[WHAT TO PRODUCE] Restate the full listing precisely as written.
--------------------
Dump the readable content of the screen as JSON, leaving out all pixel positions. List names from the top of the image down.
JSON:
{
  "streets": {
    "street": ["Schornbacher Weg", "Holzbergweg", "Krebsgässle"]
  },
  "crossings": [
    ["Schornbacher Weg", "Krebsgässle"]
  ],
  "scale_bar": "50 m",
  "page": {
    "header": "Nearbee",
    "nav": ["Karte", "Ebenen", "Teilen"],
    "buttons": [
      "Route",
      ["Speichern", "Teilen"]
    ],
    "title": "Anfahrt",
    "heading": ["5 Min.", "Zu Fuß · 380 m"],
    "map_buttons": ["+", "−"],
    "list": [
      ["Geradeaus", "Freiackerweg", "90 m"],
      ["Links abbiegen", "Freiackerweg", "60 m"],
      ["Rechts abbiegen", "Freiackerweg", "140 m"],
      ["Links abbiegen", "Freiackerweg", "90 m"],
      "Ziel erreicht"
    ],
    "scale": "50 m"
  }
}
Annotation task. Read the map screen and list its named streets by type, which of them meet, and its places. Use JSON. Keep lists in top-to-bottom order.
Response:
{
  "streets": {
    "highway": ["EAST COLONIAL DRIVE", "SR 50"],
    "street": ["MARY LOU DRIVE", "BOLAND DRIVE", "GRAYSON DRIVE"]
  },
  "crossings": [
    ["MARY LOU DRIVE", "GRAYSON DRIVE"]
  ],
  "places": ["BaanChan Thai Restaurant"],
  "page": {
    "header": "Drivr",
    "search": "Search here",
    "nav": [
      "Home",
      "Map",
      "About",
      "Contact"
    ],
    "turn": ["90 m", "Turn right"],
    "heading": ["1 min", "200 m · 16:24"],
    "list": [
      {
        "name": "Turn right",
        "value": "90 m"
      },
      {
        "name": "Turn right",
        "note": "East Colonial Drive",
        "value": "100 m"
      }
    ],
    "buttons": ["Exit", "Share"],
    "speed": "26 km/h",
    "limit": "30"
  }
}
--------------------
[SOLUTION TO THE PROBLEM]
Dump the readable content of the screen as JSON, leaving out all pixel positions. List names from the top of the image down.
JSON:
{
  "streets": {
    "street": ["Schornbacher Weg", "Holzbergweg", "Krebsgässle"]
  },
  "crossings": [
    ["Schornbacher Weg", "Krebsgässle"]
  ],
  "scale_bar": "50 m",
  "page": {
    "header": "Nearbee",
    "nav": ["Karte", "Ebenen", "Teilen"],
    "buttons": [
      "Route",
      ["Speichern", "Teilen"]
    ],
    "title": "Anfahrt",
    "heading": ["5 Min.", "Zu Fuß · 380 m"],
    "map_buttons": ["+", "−"],
    "list": [
      ["Geradeaus", "Freiackerweg", "90 m"],
      ["Links abbiegen", "Freiackerweg", "60 m"],
      ["Rechts abbiegen", "Freiackerweg", "140 m"],
      ["Links abbiegen", "Freiackerweg", "90 m"],
      "Ziel erreicht"
    ],
    "scale": "50 m"
  }
}
Annotation task. Read the map screen and list its named streets by type, which of them meet, and its places. Use JSON. Keep lists in top-to-bottom order.
Response:
{
  "streets": {
    "highway": ["EAST COLONIAL DRIVE", "SR 50"],
    "street": ["MARY LOU DRIVE", "BOLAND DRIVE", "GRAYSON DRIVE"]
  },
  "crossings": [
    ["MARY LOU DRIVE", "GRAYSON DRIVE"]
  ],
  "places": ["BaanChan Thai Restaurant"],
  "page": {
    "header": "Drivr",
    "search": "Search here",
    "nav": [
      "Home",
      "Map",
      "About",
      "Contact"
    ],
    "turn": ["90 m", "Turn right"],
    "heading": ["1 min", "200 m · 16:24"],
    "list": [
      {
        "name": "Turn right",
        "value": "90 m"
      },
      {
        "name": "Turn right",
        "note": "East Colonial Drive",
        "value": "100 m"
      }
    ],
    "buttons": ["Exit", "Share"],
    "speed": "26 km/h",
    "limit": "30"
  }
}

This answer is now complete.